____ Data listing

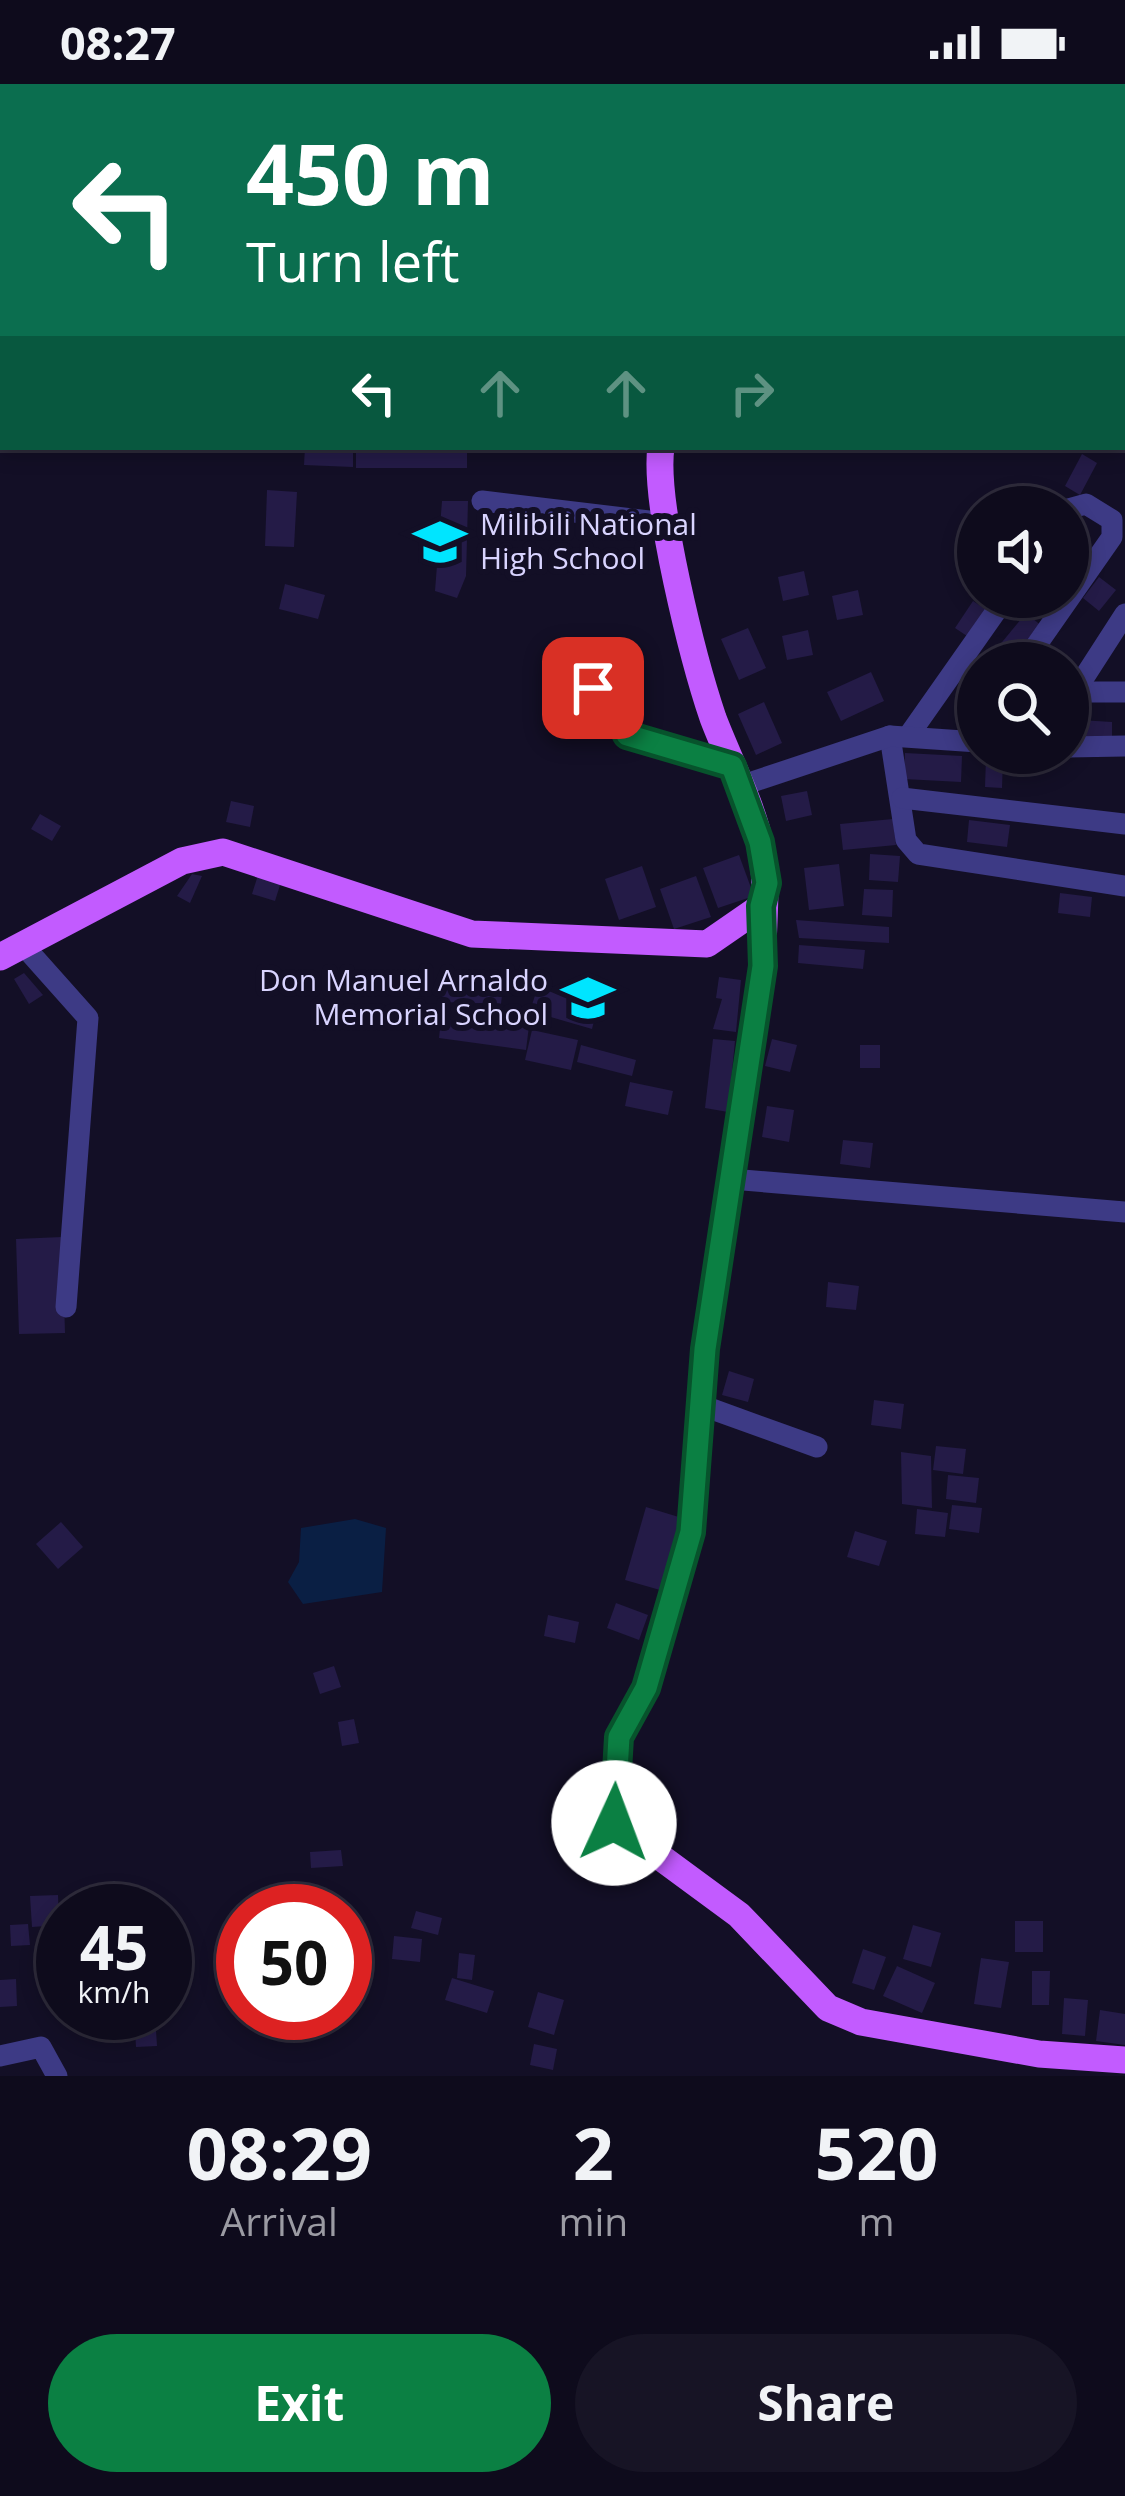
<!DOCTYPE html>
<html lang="en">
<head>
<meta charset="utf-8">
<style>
  :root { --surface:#0e0b1c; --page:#171425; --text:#f1f3f6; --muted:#9b9ba3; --line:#2e2b3b; --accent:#0b8043 }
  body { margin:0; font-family:"Open Sans",sans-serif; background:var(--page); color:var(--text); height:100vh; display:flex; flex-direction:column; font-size:45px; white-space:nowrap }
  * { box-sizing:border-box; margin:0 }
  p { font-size:39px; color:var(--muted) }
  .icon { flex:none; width:66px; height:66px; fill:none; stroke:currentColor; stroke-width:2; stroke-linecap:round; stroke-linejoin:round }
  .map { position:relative; height:1992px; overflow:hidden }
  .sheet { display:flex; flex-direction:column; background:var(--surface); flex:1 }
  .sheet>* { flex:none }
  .banner { position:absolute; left:0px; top:0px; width:1125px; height:366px; box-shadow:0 6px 18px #0003,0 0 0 3px var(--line); background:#0b6e4f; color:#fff; overflow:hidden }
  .fabs { position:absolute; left:957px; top:402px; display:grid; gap:24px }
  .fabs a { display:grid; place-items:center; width:132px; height:132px; border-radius:50%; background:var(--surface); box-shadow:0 6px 18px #0003,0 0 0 3px var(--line); font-size:60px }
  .speed { position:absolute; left:36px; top:1800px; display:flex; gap:24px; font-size:60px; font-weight:700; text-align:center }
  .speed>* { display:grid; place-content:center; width:156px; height:156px; border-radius:50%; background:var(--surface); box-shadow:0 6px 18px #0003,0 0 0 3px var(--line); line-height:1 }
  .speed small { font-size:30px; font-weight:400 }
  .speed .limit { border:18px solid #d22; background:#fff; color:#111 }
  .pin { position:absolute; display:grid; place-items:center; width:102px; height:102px; color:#fff; margin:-51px; border-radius:24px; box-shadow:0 6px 18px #0006 }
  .me { position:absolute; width:132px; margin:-66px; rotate:2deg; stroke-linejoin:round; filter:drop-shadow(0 0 9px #0008) }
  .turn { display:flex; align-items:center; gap:42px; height:252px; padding:0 48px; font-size:54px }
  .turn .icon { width:156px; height:156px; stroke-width:2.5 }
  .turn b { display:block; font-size:84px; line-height:102px }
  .lanes { display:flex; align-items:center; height:114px; padding:0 48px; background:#0003; justify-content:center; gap:60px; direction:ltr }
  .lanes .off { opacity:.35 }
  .eta { display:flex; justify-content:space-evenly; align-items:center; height:204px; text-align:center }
  .eta b { font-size:72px; font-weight:700; line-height:84px }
  .primary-button { display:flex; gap:24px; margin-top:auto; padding:24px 48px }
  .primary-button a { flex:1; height:138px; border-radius:72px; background:var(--accent); color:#fff; font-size:48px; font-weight:700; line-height:138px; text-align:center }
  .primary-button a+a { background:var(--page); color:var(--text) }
  .status { display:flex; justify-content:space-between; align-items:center; height:84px; padding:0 60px; background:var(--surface); direction:ltr }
  .status svg { height:33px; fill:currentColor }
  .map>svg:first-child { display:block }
</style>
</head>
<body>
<div class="status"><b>08:27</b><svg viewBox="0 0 49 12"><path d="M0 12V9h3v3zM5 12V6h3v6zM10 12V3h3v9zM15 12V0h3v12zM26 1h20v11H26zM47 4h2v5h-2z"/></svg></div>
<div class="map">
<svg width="1125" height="1992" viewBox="0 0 1125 1992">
  <rect width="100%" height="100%" fill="#130f26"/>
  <!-- water -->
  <polygon fill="#0a1f44" points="355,1435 386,1444 382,1508 303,1520 288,1498 299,1478 301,1444"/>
  <!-- building -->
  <g fill="#241b47">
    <polygon points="305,363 353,363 353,383 304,381"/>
    <rect x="356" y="363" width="111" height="21"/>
    <polygon points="1082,370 1097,379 1080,411 1065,402"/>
    <polygon points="267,406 297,408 294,463 265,462"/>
    <polygon points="442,417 468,417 466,492 457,514 435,507"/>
    <polygon points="804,487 809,511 783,517 778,493"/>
    <polygon points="1099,493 1116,506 1099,527 1083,514"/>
    <polygon points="285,500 325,511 318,535 279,525"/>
    <polygon points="858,506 863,531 837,536 832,512"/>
    <polygon points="973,517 990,528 973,556 955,544"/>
    <polygon points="1026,529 1043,543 1015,577 998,563"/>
    <polygon points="748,544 766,584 739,596 721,555"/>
    <polygon points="808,546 813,571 787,576 782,552"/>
    <polygon points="871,588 884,617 841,637 827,608"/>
    <polygon points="764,618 782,659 756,671 738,630"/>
    <polygon points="1080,636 1112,638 1112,660 1080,658"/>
    <polygon points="905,669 962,672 961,698 904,695"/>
    <polygon points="986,674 1003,674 1002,704 985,703"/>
    <polygon points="807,707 812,731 786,737 781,712"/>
    <polygon points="231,717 254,722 250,743 226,738"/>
    <polygon points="40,730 61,742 52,757 31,745"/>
    <polygon points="893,735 896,761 843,766 840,740"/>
    <polygon points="969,736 1010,741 1007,763 967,758"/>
    <polygon points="870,770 900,772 898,798 869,796"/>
    <polygon points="739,771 754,812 718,824 703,784"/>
    <polygon points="839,780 844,822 809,826 804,784"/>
    <polygon points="642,782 656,823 619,836 605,795"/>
    <polygon points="192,790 202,792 190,819 177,812"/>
    <polygon points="258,791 281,798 275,817 252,810"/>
    <polygon points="696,792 711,833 674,845 660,805"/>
    <polygon points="864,805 893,806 892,833 862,831"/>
    <polygon points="1060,809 1092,813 1090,833 1058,829"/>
    <polygon points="796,836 889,843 889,859 799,854"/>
    <polygon points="799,861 865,866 863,885 798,879"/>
    <polygon points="447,888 504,893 501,920 441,918"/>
    <polygon points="24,889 43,911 29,920 14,895"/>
    <polygon points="719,893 741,896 736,948 713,945 722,915 716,914"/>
    <polygon points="539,899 599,917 592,945 530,927"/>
    <polygon points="464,933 529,942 526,966 439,954 441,935 463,938"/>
    <polygon points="532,946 578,956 571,986 525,976"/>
    <polygon points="713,955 735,957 728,1028 705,1024"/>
    <polygon points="772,955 797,961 790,988 765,982"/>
    <polygon points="581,961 636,976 632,992 577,978"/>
    <rect x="860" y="961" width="20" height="23"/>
    <polygon points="630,998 673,1007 668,1031 625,1022"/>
    <polygon points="767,1022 794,1026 789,1058 762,1053"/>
    <polygon points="843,1056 873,1059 870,1084 840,1080"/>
    <polygon points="62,1153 65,1249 19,1250 16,1155"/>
    <polygon points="828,1198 859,1202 856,1226 826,1223"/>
    <polygon points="729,1287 754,1295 748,1318 722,1311"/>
    <polygon points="874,1316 904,1320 901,1345 871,1341"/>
    <polygon points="936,1362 966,1365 963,1390 933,1386"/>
    <polygon points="901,1368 931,1372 932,1424 902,1420"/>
    <polygon points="948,1391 979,1394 976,1419 946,1415"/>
    <polygon points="952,1421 982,1424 979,1449 949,1445"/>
    <polygon points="646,1423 682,1434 660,1506 625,1496"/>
    <polygon points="917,1425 948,1429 945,1453 915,1450"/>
    <polygon points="61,1438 83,1463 58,1485 36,1460"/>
    <polygon points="855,1447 887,1457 879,1482 847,1473"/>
    <polygon points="616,1519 648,1531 639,1556 607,1544"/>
    <polygon points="548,1531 579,1538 575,1559 544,1552"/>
    <polygon points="334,1582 341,1603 320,1610 313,1589"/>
    <polygon points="354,1635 359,1659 342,1662 338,1638"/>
    <polygon points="341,1766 343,1782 311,1784 310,1768"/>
    <polygon points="123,1803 124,1827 95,1827 94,1805"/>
    <polygon points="58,1811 59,1841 32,1843 30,1812"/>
    <polygon points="416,1827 442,1834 438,1851 411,1844"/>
    <rect x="1015" y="1837" width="28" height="31"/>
    <polygon points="28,1840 30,1861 11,1862 10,1841"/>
    <polygon points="913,1841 941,1849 931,1883 903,1875"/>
    <polygon points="41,1850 60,1850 61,1871 42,1872"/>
    <polygon points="394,1852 422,1855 420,1878 392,1875"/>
    <polygon points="863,1865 886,1873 874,1906 852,1899"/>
    <polygon points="459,1869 475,1871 472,1896 457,1894"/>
    <polygon points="981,1874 1009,1878 1001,1924 974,1920"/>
    <polygon points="897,1882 935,1899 922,1929 883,1912"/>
    <polygon points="1032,1887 1050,1887 1049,1921 1032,1921"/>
    <polygon points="452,1894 494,1907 487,1929 445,1916"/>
    <polygon points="16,1895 17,1922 0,1923 0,1896"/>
    <polygon points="538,1908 564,1916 554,1951 528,1943"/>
    <polygon points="1064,1914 1088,1916 1085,1952 1062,1950"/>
    <polygon points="1100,1926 1125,1930 1125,1961 1096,1957"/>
    <polygon points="134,1929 155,1929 157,1962 136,1963"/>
    <polygon points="534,1960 557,1965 553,1986 530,1981"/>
  </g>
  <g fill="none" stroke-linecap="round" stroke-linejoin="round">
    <!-- minor -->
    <g stroke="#3d3a85" stroke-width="21">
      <polyline points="121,0 124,3"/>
      <polyline points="486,0 486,3"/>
      <polyline points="560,0 561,3"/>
      <polyline points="977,0 978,3"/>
      <polyline points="847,3 847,0"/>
      <polyline points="482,417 666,439"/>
      <polyline points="1024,579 1112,453 1112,436 1086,420 1068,425"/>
      <polyline points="593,604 608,614 627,651 732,682"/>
      <polyline points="1068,608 1125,608"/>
      <polyline points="1074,609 1125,530"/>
      <polyline points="909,651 1006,513"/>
      <polyline points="890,652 906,756 918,770 1125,802"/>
      <polyline points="1068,663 1125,662"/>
      <polyline points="740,702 890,652 978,658"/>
      <polyline points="902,714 1125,740"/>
      <polyline points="23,861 88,934 66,1223"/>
      <polyline points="731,1095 1125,1128"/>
      <polyline points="698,1320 817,1363"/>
      <polyline points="0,1972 41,1963 57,1992"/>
    </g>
    <!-- major -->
    <g stroke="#c25bff" stroke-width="27">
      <polyline points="713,3 713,0"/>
      <path d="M661,363c-8,55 33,215 52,271 16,42 39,85 48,129 8,39 1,79 2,119l-58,383 -14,182 -45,157 -27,49 -5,86 125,92 89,93 33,14 178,32 86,6"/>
      <polyline points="0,873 182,777 223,768 472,850 707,860 762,822"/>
    </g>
  </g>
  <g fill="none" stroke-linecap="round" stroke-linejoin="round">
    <!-- route casing -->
    <g stroke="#07532c" stroke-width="30">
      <polyline id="route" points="593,604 608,614 627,651 732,682 760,758 767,799 761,822 763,882 705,1265 691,1448 646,1604 619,1653 614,1739"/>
    </g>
    <!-- route -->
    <use href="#route" stroke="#0b8043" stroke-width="21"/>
  </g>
  <!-- icons -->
  <defs>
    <g id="school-bare" transform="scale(4.14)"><path d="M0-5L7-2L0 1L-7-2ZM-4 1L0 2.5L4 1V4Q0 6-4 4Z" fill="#00e5ff" stroke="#130f26" stroke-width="2.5" paint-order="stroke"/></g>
  </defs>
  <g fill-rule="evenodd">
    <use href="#school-bare" x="440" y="458"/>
    <use href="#school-bare" x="588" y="914"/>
  </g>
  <g text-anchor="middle" stroke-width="12" stroke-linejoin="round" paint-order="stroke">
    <!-- poi labels -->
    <g font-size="30" fill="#d9d4ff" stroke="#130f26" text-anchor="start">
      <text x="480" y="451">Milibili National<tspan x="480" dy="34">High School</tspan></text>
      <text x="548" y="907" text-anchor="end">Don Manuel Arnaldo<tspan x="548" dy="34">Memorial School</tspan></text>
    </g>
  </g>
</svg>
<div class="fabs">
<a><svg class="icon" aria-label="sound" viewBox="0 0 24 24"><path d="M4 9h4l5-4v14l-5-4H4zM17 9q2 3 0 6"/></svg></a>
<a><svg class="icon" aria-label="search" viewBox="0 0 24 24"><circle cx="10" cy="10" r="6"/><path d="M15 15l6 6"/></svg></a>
</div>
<div class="speed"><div>45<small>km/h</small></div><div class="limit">50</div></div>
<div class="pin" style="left:593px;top:604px;background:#d93025"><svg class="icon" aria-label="arrive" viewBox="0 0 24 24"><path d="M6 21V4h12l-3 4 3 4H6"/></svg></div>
<svg class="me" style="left:614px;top:1739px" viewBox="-20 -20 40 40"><circle r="19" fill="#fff"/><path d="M0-13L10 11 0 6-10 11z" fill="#0b8043"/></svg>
<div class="banner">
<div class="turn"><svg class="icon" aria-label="left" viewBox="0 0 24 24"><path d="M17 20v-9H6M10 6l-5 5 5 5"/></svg><div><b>450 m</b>Turn left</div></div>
<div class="lanes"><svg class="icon" aria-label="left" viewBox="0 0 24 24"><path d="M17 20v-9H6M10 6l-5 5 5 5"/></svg><svg class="icon off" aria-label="ahead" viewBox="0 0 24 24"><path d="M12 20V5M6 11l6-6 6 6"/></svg><svg class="icon off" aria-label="ahead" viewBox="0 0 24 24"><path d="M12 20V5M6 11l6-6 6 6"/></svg><svg class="icon off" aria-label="right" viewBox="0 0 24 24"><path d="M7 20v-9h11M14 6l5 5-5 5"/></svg></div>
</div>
</div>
<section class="sheet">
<div class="eta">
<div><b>08:29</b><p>Arrival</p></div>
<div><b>2</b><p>min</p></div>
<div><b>520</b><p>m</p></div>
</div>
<div class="primary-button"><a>Exit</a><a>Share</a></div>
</section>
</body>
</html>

________

What to do ▸ Each line in the entries above, starting at the line with "border:18px solid #d22;" and ending at the line with "<!-- water -->", is to be printed exactly, and only those lines.

Written response ▸
  .speed .limit { border:18px solid #d22; background:#fff; color:#111 }
  .pin { position:absolute; display:grid; place-items:center; width:102px; height:102px; color:#fff; margin:-51px; border-radius:24px; box-shadow:0 6px 18px #0006 }
  .me { position:absolute; width:132px; margin:-66px; rotate:2deg; stroke-linejoin:round; filter:drop-shadow(0 0 9px #0008) }
  .turn { display:flex; align-items:center; gap:42px; height:252px; padding:0 48px; font-size:54px }
  .turn .icon { width:156px; height:156px; stroke-width:2.5 }
  .turn b { display:block; font-size:84px; line-height:102px }
  .lanes { display:flex; align-items:center; height:114px; padding:0 48px; background:#0003; justify-content:center; gap:60px; direction:ltr }
  .lanes .off { opacity:.35 }
  .eta { display:flex; justify-content:space-evenly; align-items:center; height:204px; text-align:center }
  .eta b { font-size:72px; font-weight:700; line-height:84px }
  .primary-button { display:flex; gap:24px; margin-top:auto; padding:24px 48px }
  .primary-button a { flex:1; height:138px; border-radius:72px; background:var(--accent); color:#fff; font-size:48px; font-weight:700; line-height:138px; text-align:center }
  .primary-button a+a { background:var(--page); color:var(--text) }
  .status { display:flex; justify-content:space-between; align-items:center; height:84px; padding:0 60px; background:var(--surface); direction:ltr }
  .status svg { height:33px; fill:currentColor }
  .map>svg:first-child { display:block }
</style>
</head>
<body>
<div class="status"><b>08:27</b><svg viewBox="0 0 49 12"><path d="M0 12V9h3v3zM5 12V6h3v6zM10 12V3h3v9zM15 12V0h3v12zM26 1h20v11H26zM47 4h2v5h-2z"/></svg></div>
<div class="map">
<svg width="1125" height="1992" viewBox="0 0 1125 1992">
  <rect width="100%" height="100%" fill="#130f26"/>
  <!-- water -->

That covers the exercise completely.